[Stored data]
__________________________________________________

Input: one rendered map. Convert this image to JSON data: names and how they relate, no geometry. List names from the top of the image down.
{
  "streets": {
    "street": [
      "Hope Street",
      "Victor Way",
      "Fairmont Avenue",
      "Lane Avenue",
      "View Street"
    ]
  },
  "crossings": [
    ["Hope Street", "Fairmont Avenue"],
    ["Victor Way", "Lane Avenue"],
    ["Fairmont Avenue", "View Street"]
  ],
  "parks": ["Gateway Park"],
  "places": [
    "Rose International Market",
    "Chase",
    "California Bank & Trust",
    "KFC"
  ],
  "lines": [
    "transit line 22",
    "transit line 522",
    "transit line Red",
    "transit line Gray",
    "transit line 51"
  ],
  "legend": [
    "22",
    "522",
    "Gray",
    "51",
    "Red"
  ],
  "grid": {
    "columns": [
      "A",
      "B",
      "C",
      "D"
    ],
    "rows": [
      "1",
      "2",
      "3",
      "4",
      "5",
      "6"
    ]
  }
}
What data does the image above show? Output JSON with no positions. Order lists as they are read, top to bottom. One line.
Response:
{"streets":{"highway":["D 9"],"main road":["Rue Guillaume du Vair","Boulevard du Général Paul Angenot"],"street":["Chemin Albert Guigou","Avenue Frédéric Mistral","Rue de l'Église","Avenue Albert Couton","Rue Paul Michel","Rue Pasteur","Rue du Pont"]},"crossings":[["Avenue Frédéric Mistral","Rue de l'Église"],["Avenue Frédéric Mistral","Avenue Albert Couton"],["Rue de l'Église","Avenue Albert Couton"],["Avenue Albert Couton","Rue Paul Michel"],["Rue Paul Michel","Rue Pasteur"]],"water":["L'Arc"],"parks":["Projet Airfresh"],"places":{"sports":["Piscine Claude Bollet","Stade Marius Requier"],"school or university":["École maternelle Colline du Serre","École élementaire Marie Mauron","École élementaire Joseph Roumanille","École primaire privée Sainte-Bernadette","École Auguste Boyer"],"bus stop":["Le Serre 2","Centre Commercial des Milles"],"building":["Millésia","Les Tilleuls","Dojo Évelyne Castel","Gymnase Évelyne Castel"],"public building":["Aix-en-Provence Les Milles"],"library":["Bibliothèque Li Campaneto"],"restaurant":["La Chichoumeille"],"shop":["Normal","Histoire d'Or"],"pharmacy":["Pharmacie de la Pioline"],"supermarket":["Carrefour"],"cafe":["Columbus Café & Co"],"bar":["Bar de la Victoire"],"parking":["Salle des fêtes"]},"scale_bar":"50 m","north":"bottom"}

__________________________________________________

What to work on —
All of the lines above should be returned exactly as written.

Output —
Input: one rendered map. Convert this image to JSON data: names and how they relate, no geometry. List names from the top of the image down.
{
  "streets": {
    "street": [
      "Hope Street",
      "Victor Way",
      "Fairmont Avenue",
      "Lane Avenue",
      "View Street"
    ]
  },
  "crossings": [
    ["Hope Street", "Fairmont Avenue"],
    ["Victor Way", "Lane Avenue"],
    ["Fairmont Avenue", "View Street"]
  ],
  "parks": ["Gateway Park"],
  "places": [
    "Rose International Market",
    "Chase",
    "California Bank & Trust",
    "KFC"
  ],
  "lines": [
    "transit line 22",
    "transit line 522",
    "transit line Red",
    "transit line Gray",
    "transit line 51"
  ],
  "legend": [
    "22",
    "522",
    "Gray",
    "51",
    "Red"
  ],
  "grid": {
    "columns": [
      "A",
      "B",
      "C",
      "D"
    ],
    "rows": [
      "1",
      "2",
      "3",
      "4",
      "5",
      "6"
    ]
  }
}
What data does the image above show? Output JSON with no positions. Order lists as they are read, top to bottom. One line.
Response:
{"streets":{"highway":["D 9"],"main road":["Rue Guillaume du Vair","Boulevard du Général Paul Angenot"],"street":["Chemin Albert Guigou","Avenue Frédéric Mistral","Rue de l'Église","Avenue Albert Couton","Rue Paul Michel","Rue Pasteur","Rue du Pont"]},"crossings":[["Avenue Frédéric Mistral","Rue de l'Église"],["Avenue Frédéric Mistral","Avenue Albert Couton"],["Rue de l'Église","Avenue Albert Couton"],["Avenue Albert Couton","Rue Paul Michel"],["Rue Paul Michel","Rue Pasteur"]],"water":["L'Arc"],"parks":["Projet Airfresh"],"places":{"sports":["Piscine Claude Bollet","Stade Marius Requier"],"school or university":["École maternelle Colline du Serre","École élementaire Marie Mauron","École élementaire Joseph Roumanille","École primaire privée Sainte-Bernadette","École Auguste Boyer"],"bus stop":["Le Serre 2","Centre Commercial des Milles"],"building":["Millésia","Les Tilleuls","Dojo Évelyne Castel","Gymnase Évelyne Castel"],"public building":["Aix-en-Provence Les Milles"],"library":["Bibliothèque Li Campaneto"],"restaurant":["La Chichoumeille"],"shop":["Normal","Histoire d'Or"],"pharmacy":["Pharmacie de la Pioline"],"supermarket":["Carrefour"],"cafe":["Columbus Café & Co"],"bar":["Bar de la Victoire"],"parking":["Salle des fêtes"]},"scale_bar":"50 m","north":"bottom"}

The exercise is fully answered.